Santorini(Greece) – Greece’s economy has been struggling since around the time of the first bailout in 2010. Now in 2016, they have entered into a third round of bailout talks. Greece has the 45th largest economy in the world with its Gross Domestic Product, or GDP,  estimated at about $290 Billion Dollars a year. Twenty percent of their Gross Domestic Product comes from tourism, and the Greek government hopes to exceed, or at least meet this typical average. Although the Greek economy is the 45th largest in the world, the debt far exceeds the national output, placing the country in a precarious position. The Greek Parliament met over this past weekend to vote if they would agree to austerity measures required by the international creditors. They voted yes, which means that the creditors are now able to review the bailout package in earnest. The events surrounding these new bailout talks have been controversial and have spurred protests and strikes, as well as obtaining some support.

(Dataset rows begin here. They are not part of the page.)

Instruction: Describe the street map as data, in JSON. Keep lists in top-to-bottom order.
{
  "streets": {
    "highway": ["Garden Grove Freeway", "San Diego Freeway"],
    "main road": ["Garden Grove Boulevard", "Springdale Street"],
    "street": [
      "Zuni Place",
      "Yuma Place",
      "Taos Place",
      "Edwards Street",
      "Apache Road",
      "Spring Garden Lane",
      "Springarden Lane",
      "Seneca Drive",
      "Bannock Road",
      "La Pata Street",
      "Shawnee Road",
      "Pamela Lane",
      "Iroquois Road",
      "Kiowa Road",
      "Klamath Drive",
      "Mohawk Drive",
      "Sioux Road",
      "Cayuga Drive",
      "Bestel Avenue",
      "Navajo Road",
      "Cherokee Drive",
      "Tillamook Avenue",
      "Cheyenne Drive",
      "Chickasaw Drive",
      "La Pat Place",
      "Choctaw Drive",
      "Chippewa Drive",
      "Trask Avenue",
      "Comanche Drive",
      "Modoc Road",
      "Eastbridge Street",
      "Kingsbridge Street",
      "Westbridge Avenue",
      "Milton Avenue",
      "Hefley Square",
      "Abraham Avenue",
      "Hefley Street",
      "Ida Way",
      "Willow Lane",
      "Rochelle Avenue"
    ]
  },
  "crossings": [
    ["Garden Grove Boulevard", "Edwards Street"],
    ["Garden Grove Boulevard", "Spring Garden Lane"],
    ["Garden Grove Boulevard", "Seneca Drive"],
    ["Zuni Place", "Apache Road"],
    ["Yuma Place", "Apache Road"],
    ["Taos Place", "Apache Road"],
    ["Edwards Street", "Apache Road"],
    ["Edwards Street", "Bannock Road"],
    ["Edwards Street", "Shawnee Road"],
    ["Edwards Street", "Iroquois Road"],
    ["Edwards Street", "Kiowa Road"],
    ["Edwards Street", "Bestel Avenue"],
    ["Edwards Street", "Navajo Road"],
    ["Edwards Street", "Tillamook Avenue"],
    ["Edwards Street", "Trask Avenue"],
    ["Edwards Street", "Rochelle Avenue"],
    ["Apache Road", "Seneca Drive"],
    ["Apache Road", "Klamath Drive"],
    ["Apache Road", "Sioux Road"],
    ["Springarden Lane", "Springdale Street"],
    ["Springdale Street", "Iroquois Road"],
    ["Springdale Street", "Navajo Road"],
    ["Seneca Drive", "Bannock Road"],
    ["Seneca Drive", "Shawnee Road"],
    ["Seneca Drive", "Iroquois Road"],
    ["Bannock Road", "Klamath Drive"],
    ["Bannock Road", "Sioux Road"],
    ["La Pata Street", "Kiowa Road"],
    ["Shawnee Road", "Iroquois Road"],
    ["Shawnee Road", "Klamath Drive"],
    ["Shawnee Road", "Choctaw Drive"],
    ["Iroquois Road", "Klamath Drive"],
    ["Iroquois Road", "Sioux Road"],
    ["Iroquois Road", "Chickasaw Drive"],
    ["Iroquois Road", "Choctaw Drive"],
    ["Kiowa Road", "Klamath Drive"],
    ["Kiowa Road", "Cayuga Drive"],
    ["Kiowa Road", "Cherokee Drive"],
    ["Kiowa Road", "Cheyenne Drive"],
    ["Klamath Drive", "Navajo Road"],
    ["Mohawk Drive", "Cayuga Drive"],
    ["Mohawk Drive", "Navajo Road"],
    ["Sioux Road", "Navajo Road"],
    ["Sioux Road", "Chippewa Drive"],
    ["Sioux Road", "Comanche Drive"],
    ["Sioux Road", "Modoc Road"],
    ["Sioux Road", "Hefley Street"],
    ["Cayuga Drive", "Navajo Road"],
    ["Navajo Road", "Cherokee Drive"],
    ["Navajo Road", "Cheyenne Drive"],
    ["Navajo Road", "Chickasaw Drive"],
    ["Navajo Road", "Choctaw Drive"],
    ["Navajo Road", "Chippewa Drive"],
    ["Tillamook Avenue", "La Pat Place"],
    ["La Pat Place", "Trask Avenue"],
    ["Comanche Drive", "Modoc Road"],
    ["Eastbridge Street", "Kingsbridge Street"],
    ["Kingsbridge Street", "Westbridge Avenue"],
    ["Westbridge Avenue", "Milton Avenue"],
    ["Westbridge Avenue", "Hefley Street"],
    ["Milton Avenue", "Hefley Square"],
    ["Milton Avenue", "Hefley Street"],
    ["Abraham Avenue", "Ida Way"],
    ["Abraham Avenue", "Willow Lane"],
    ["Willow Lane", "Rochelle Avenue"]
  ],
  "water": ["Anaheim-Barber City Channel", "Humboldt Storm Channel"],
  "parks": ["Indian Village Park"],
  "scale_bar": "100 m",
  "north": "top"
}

Still, the question remains. How will Greece get its economy back on track for good? The government hopes that tourism will play a big part in that. There was a time when people all over the world would flock to Greece in large numbers to have a relaxing holiday. In recent years, the number of tourists has dropped off considerably. This summer, however, tourists are expected to flock to Greece once again and even break records that have previously been set. As the Greek government and the International Monetary Fund looks to nail down the details of the third bailout, tourism is looked at as an industry that can help pay off its debts. In particular, there are some tax hikes that could generate more revenue from tourism, such as higher taxes on accommodations, alcohol, and coffee.

While the hope is that these tax hikes will stimulate the economy, they could have the opposite effect. The opposition, headed by Kyriakos Mitsotakis of the New Democracy Party has said that these tax increases could have the opposite effect. Still, people are expected to flock to Greece in larger numbers as tourist spots all over Greece prepare for the height of tourist season over the summer.